EPA Reports Increase in Average Fuel Economy and EV Sales in 2022

Summary

  • The Environmental Protection Agency reports a 0.6 mpg increase in vehicular efficiency over 2021, and forecasts a rise to 26.9 mpg in 2023.
  • Electric vehicles and plug-in hybrids are credited for improving the average fuel economy by 1.2 mpg in 2022.
  • Tesla, along with automakers General Motors and Mercedes-Benz, made significant advancements in emissions credits in 2022.
  • Stellantis was found to have the lowest fuel economy among major automakers.
  • EPA forecasts growth of EVs, plug-in hybrid and fuel-cell production to 12% in 2023.
  • The report shows a continuing trend of consumers moving away from cars towards SUVs.

Improved Mileage & Reduction in Climate Pollution

The EPA noted an upward trend in average vehicle mileage over the past year, with a significant push from electric vehicles and plug-in hybrids. The agency forecasts this improvement to continue, with average fuel economy predicted to reach 26.9 mpg by 2023.

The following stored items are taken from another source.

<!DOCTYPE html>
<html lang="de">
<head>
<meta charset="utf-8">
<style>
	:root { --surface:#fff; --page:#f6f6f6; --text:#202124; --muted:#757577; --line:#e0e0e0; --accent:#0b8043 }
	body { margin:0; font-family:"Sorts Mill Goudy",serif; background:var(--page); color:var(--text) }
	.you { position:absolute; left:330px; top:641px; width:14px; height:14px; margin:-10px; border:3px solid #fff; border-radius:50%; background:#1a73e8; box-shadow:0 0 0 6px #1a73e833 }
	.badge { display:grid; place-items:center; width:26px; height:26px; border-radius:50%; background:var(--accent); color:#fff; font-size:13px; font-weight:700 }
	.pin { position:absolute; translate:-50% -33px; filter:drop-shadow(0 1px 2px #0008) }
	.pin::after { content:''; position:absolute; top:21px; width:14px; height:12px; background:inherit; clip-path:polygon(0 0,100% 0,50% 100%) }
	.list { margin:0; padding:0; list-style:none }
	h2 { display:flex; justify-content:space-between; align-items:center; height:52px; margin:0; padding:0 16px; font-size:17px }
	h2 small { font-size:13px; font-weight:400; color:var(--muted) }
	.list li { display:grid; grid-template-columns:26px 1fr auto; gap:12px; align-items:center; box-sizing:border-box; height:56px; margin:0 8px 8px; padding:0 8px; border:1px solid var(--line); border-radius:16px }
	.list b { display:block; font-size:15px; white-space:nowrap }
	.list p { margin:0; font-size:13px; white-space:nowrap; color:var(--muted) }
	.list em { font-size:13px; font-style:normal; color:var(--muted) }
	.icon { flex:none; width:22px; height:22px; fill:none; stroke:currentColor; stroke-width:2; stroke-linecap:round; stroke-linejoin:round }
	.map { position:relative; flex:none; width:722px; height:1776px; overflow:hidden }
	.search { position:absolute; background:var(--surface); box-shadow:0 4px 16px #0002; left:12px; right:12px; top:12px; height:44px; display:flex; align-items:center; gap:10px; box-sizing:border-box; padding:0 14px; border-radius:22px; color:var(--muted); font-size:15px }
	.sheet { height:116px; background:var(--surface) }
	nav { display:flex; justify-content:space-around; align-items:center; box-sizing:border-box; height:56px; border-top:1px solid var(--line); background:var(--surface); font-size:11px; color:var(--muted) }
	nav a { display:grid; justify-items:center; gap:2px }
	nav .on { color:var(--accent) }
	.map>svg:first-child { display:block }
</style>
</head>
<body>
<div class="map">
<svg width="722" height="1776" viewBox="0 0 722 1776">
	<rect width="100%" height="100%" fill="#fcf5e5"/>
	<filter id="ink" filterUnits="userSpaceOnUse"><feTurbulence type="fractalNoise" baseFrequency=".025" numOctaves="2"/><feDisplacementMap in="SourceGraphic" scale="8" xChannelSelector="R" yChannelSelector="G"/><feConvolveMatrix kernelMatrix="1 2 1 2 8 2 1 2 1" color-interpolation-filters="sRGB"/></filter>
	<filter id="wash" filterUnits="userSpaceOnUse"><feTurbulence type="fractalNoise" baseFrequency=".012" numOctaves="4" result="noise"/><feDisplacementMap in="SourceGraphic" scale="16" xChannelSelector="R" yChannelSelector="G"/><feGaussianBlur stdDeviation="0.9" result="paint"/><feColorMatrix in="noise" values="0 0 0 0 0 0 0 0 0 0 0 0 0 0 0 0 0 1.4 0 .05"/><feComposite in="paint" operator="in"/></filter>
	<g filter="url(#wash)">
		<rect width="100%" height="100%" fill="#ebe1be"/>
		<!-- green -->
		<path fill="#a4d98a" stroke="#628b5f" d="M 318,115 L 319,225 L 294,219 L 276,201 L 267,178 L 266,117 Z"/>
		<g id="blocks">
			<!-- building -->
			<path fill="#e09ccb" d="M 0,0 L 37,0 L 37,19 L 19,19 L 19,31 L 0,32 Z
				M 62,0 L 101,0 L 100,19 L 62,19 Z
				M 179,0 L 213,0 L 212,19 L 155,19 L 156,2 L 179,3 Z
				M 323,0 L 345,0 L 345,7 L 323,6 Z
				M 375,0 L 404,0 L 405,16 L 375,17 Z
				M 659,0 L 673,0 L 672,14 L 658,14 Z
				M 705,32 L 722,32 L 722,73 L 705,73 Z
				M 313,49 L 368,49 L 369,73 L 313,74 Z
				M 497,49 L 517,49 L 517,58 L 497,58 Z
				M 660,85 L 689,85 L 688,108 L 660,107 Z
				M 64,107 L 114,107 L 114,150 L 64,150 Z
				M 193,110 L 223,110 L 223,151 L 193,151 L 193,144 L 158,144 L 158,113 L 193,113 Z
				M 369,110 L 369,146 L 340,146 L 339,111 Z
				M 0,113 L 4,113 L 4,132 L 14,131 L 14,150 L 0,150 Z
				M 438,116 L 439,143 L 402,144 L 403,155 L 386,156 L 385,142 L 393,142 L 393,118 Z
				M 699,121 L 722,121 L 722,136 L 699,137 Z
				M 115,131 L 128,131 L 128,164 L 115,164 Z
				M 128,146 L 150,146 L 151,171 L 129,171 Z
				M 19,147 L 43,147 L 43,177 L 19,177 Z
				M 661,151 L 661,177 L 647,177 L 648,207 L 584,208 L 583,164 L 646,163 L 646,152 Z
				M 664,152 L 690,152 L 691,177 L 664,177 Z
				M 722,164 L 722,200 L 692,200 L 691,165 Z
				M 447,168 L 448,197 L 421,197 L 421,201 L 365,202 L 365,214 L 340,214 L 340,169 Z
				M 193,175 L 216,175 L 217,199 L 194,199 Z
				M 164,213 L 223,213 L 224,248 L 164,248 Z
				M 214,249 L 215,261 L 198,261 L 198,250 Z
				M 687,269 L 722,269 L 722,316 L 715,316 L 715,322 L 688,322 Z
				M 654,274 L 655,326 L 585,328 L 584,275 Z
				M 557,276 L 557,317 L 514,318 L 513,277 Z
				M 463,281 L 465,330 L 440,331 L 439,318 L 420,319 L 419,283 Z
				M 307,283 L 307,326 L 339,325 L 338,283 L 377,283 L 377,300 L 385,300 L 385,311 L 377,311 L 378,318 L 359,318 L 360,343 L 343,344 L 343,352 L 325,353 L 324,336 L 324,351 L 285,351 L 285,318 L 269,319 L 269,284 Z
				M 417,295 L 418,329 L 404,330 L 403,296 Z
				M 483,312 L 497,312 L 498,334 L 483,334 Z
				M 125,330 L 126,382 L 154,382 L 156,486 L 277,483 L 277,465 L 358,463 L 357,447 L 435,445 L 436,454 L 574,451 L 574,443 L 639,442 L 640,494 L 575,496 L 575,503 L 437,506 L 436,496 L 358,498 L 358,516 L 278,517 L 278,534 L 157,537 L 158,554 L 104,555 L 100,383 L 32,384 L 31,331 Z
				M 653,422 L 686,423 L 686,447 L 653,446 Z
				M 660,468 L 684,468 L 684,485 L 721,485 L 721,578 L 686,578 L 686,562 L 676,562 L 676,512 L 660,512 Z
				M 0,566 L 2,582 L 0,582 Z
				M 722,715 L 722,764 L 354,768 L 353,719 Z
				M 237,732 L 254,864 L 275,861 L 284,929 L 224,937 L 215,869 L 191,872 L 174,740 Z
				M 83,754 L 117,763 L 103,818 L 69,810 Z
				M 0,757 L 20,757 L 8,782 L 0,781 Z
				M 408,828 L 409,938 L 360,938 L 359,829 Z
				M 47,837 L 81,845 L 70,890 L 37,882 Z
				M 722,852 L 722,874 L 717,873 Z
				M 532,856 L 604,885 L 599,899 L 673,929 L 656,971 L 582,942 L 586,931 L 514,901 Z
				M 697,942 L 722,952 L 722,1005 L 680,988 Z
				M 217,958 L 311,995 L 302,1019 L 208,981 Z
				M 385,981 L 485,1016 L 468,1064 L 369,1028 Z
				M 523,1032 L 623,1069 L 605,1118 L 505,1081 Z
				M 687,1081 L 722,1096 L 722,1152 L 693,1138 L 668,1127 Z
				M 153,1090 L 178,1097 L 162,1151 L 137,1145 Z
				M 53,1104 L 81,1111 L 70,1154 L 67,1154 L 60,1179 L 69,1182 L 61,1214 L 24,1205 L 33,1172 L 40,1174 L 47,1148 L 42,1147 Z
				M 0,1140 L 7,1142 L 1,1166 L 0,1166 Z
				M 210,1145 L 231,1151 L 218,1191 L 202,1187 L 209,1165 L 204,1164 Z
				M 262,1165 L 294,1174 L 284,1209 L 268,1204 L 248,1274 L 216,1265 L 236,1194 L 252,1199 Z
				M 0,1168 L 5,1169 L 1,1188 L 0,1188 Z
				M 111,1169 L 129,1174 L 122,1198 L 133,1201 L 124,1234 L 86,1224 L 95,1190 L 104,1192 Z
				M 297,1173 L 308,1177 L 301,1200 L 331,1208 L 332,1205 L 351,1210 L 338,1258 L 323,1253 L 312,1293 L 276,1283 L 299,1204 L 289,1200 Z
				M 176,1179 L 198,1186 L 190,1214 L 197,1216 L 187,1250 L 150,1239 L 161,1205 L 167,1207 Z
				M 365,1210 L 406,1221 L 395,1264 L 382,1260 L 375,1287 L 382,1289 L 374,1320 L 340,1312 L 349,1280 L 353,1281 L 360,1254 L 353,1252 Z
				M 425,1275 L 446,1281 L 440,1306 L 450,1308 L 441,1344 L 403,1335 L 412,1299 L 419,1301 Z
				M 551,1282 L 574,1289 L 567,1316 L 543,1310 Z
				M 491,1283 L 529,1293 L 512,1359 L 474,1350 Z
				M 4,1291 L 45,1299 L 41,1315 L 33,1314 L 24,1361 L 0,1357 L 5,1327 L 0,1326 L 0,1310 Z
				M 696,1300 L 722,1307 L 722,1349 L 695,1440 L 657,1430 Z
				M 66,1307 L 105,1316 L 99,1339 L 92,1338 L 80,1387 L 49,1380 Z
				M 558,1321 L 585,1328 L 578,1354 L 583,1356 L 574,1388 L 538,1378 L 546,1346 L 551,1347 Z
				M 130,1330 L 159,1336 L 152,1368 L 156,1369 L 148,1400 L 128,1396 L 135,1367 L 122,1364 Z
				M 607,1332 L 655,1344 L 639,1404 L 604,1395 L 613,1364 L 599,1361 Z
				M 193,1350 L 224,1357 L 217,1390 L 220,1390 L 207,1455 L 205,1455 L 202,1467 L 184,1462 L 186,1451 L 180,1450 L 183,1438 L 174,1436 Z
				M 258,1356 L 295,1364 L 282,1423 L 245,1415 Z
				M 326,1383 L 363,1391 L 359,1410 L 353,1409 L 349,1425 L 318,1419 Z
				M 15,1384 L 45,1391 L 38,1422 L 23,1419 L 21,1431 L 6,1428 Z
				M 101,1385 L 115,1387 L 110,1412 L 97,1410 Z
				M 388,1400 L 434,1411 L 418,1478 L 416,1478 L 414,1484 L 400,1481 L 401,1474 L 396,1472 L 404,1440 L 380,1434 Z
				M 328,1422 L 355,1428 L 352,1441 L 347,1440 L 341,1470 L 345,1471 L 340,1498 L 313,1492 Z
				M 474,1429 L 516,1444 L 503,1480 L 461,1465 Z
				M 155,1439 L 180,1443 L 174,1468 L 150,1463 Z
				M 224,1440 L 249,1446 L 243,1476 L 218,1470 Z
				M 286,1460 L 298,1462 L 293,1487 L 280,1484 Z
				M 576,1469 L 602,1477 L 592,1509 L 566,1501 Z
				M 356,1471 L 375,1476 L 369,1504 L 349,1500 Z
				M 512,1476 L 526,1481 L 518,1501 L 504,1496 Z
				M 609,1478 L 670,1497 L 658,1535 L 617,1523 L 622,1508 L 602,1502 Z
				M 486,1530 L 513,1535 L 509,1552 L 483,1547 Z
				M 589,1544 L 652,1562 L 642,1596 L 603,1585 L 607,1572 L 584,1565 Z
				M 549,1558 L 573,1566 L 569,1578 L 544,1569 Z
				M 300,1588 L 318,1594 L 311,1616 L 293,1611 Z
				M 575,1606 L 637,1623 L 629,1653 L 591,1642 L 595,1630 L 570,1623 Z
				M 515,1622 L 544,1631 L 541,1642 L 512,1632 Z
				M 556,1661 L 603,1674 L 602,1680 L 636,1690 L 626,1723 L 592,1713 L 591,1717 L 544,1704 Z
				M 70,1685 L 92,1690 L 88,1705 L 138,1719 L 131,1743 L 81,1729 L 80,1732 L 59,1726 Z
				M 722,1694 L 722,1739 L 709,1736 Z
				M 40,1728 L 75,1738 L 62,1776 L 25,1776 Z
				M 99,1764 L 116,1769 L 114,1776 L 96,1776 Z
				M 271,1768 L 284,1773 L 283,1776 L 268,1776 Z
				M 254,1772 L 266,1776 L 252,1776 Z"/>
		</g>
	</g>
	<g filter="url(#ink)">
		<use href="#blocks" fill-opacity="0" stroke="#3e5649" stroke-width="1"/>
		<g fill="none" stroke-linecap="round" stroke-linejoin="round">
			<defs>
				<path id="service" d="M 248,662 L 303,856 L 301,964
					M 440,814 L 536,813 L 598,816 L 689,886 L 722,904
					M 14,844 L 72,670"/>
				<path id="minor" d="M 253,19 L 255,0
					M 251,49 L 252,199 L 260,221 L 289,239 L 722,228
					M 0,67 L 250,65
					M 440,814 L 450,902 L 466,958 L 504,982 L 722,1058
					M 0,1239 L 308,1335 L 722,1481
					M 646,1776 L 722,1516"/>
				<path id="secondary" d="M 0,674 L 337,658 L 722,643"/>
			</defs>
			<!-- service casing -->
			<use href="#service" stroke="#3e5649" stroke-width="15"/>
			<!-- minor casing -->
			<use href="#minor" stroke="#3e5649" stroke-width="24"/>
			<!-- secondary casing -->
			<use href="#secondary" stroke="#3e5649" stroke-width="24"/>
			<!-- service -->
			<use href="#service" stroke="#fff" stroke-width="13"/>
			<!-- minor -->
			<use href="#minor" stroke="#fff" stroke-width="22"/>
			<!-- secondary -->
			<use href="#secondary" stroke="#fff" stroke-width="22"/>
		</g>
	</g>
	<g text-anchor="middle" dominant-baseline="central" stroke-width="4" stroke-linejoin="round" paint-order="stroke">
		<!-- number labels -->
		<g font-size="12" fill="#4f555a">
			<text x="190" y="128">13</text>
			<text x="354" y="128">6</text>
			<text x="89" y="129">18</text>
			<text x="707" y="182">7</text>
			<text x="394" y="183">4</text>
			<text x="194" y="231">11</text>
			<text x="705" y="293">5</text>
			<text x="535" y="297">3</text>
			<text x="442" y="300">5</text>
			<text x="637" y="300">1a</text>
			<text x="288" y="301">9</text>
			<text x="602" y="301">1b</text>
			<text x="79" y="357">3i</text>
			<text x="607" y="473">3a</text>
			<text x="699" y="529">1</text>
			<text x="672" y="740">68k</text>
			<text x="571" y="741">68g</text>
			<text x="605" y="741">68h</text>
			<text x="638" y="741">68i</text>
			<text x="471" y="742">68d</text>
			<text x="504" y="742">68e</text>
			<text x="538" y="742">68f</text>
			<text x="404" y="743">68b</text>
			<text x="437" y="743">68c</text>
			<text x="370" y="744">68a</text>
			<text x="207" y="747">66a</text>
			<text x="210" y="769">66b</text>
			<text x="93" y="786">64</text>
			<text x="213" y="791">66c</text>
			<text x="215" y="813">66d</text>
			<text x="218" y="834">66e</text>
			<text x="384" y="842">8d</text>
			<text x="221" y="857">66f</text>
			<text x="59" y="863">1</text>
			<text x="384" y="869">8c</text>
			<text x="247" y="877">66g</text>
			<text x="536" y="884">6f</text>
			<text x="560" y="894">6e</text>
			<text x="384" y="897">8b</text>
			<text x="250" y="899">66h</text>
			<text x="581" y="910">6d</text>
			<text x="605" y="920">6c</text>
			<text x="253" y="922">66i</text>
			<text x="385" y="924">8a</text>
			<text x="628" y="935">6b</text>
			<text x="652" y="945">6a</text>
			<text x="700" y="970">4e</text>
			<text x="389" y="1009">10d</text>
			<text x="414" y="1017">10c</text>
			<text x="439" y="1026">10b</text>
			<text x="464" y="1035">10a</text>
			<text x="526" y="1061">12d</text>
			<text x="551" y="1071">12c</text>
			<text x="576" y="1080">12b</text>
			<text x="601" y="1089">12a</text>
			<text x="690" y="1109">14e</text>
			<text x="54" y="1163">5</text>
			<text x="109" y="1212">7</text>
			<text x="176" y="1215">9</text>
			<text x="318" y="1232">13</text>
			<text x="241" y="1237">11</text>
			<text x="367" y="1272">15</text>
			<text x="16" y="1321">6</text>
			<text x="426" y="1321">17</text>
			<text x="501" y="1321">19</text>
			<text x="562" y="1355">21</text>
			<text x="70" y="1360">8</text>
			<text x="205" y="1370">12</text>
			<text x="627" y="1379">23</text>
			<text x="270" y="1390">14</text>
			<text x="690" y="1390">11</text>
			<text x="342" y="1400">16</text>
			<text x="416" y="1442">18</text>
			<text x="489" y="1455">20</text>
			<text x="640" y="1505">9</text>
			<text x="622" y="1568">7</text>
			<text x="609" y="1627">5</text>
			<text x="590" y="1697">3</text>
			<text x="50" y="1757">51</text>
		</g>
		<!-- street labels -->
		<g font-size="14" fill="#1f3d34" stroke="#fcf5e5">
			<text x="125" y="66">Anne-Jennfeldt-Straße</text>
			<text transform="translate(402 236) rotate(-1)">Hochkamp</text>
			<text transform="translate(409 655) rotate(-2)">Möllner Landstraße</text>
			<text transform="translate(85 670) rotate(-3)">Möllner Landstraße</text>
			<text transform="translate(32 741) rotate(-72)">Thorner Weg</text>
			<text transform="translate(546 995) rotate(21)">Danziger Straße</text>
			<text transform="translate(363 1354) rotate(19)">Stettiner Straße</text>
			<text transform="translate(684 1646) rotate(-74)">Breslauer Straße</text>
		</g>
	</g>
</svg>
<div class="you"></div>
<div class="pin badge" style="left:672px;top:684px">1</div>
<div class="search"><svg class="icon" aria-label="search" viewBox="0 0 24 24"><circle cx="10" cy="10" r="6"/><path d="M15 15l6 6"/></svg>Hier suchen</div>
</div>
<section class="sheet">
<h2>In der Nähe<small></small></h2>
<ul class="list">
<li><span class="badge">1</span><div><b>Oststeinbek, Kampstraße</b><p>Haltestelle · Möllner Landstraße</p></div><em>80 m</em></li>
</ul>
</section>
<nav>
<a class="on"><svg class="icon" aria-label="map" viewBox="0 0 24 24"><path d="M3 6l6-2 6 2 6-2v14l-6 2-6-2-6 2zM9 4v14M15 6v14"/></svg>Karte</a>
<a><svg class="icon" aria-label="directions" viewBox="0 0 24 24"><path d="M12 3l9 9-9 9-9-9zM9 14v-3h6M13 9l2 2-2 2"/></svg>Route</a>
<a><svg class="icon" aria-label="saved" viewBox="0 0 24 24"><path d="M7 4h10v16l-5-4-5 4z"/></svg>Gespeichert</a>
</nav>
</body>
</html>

Progress in Emissions Credits

Notable moves in the emissions credits market were seen in 2022, with Tesla selling more credits while companies such as General Motors and Mercedes-Benz purchased them. These credits are crucial in helping automakers meet environmental requirements.

Automaker Rankings

Stellantis ranked the lowest in terms of fuel economy among major automakers, followed by GM and Ford. Tesla led in efficiency, followed by Hyundai and Honda . Notably, horsepower, vehicle weight, and size records were all broken in 2022, with projections for even higher records in 2023.

Growth of EVs & Other Green Vehicles

2022 saw a rise in production of EVs, plug-in hybrids, and fuel-cell vehicles to 7%, a figure expected to increase to 12% by 2023. EVs’ average range also improved, reaching a new high of 305 miles.

Shifting Consumer Preferences

Consumer preferences have been moving towards SUVs and away from traditional cars, with SUVs accounting for 54% of vehicles sold in 2022 compared to sedans and wagons’ 27%.

Despite this progress, some voices, such as the Union of Concerned Scientists, argue that efforts to clean up conventional gasoline vehicles are falling behind as they continue to comprise the vast majority of new vehicles sold.

Future Projections and Proposals

The EPA has proposed ambitious emissions reductions for new vehicles up to 2032, with a dramatic 56% reduction in projected fleet average emissions by that year. This would mean that by 2032, 67% of new vehicles would be electric. However, the proposals have met resistance both from the auto industry and labor unions.

The implications of these advancements and industry trends on the financial market are significant, potentially influencing stock trading trends of related car manufacturers and oil companies.